Ray Royce, executive director of Highlands County Citrus Growers Association, addressed Florida Gov. Ron DeSantis’ stay-at-home order that went into effect at midnight on April 2.

“All agricultural and agricultural support activities are considered essential services and are not subject to the provisions of the order,” Royce stated. He did suggest growers may want to provide employees with printed “travel documents” just in case “they are asked why they are ‘out and about.’” The travel documents list employees’ and their companies’ names and declare they are providing essential services under the governor’s order.

Royce also recommended providing employees with guidelines from the Centers for Disease Control and Prevention found at

Extension agent
Juanita Popenoe

Multi-county Extension agent Juanita Popenoe provided growers with information that could help them comply with several federal actions regarding COVID-19.

Popenoe noted that new posters in Spanish and English regarding Employee Rights under the Families First Coronavirus Response Act are to be posted for workers immediately and through Dec. 31.

Popenoe stated that the Emergency Family and Medical Leave Expansion Act and the Emergency Paid Sick Leave Act will be in effect April 2 through Dec. 31 and apply to employers with 500 employees or fewer. “Therefore, it applies to almost all farmers,” Popenoe wrote. The Emergency Paid Sick Leave Act requires employers to provide paid sick leave if an employee is unable to work or telework.

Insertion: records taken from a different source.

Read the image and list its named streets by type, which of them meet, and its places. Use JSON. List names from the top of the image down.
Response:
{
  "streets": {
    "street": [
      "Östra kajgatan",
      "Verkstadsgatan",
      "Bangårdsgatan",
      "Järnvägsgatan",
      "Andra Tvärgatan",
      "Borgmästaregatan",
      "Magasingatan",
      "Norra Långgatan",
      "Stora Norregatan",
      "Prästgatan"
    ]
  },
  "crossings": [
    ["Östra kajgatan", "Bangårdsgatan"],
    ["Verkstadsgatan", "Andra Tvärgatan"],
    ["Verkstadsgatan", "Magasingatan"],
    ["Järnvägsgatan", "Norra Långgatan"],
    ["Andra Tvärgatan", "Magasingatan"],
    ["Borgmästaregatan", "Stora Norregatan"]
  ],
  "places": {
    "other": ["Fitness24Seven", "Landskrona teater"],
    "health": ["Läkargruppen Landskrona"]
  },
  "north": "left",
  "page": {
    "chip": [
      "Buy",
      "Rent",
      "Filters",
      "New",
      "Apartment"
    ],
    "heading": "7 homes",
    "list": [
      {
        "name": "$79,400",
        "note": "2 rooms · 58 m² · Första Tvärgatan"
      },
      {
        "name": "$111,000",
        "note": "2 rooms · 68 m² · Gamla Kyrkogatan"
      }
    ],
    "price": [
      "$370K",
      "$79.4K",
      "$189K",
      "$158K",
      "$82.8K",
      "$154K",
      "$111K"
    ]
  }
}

U.S. Department of Agriculture (USDA) programs related to COVID-19 “include a number of small business provisions designed to help farmers stay in business and take care of their employees during this difficult time,” Popenoe stated. “These include provisions that allow farmers to work with their trusted farm credit institutions for the purposes of securing payroll tax loans, along with 1-year deferrals, 100 percent guarantees and low rates.”

“Whatever comes from the USDA generally requires evidence of loss,” Popenoe continued. “Please take this time to track and compile losses due to COVID-19, comparative to sales during the same time frame last year.”

Popenoe also provided an H-2 visa update, noting that USDA has been working with other federal agencies to limit the disruption to the H-2A workforce caused by COVID-19.